Finisce in parità la partita più attesa. Finisce, per noi milanisti, con l’amaro in bocca. Dominare per poi non riuscire a vincere, situazione già vissuta parecchie volte, problema mai risolto che Tagliavento pensa bene di enfatizzare annullando il gol della sicurezza. “E’ dentro di un metro” lo abbiamo detto tutti, meno Buffon, meno la Juve, meno il guardalinee e l’arbitro appunto. Lontani i tempi della lealtà sportiva di De Rossi che, dopo aver istintivamente segnato con la mano, ammette e si scusa. Un’altra epoca.
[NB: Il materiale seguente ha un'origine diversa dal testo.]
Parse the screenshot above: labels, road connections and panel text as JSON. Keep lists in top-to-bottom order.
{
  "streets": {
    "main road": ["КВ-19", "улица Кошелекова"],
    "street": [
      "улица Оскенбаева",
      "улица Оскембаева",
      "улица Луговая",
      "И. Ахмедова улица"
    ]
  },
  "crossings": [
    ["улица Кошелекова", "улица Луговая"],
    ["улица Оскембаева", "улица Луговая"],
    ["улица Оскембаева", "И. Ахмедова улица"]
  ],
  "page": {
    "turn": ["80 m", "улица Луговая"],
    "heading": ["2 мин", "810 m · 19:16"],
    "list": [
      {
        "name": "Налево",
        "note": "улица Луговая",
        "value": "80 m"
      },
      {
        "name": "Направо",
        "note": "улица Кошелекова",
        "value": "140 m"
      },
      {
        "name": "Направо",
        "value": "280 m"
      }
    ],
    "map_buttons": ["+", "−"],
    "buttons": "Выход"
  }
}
Squadra ostica quella di Conte ma di certo non imbattibile come i numeri si ostinano a dire. Settanta, e dico, settanta minuti con un possesso palla per nulla passivo, tanti movimenti e un bel gioco espresso. Questo è lo stile Milan, il marchio di fabbrica, il dna congenito che vedere addirittura nei vari Emanuelson e Muntari fa sperare bene per il futuro. Poi il baricentro si abbassa, causa stanchezza generale (giocano sempre gli stessi), e i bianconeri escono dal loro guscio.
Ora però, vuoi mettere una Juve al completo che si permette, nel corso della gara, di stravolgere la coppia d’attacco con un Milan che perde nuovamente Pato, rischia di dover fare a meno di Thiago Silva e ha una panchina che definire corta è pure riduttivo? Nesta e Mesbah dati titolari fino a poche ore dall’inizio della gara, si fermano e finiscono sugli spalti con i vari Ibra, Aquilani, Boateng, Cassano, Gattuso. Una squadra intera senza divisa, eppure dominare. Cosa vorrà dire? Forse, semplicemente che questo Milan, quello “sperimentale”, resta più forte di tutti e poco importa se ieri il risultato non ci ha sorriso. Questo stile, questo modo di approcciarsi alla gara andrà lontano, così lontano speriamo, da riuscire a sfatare il tabù del Barbera già sabato prossimo.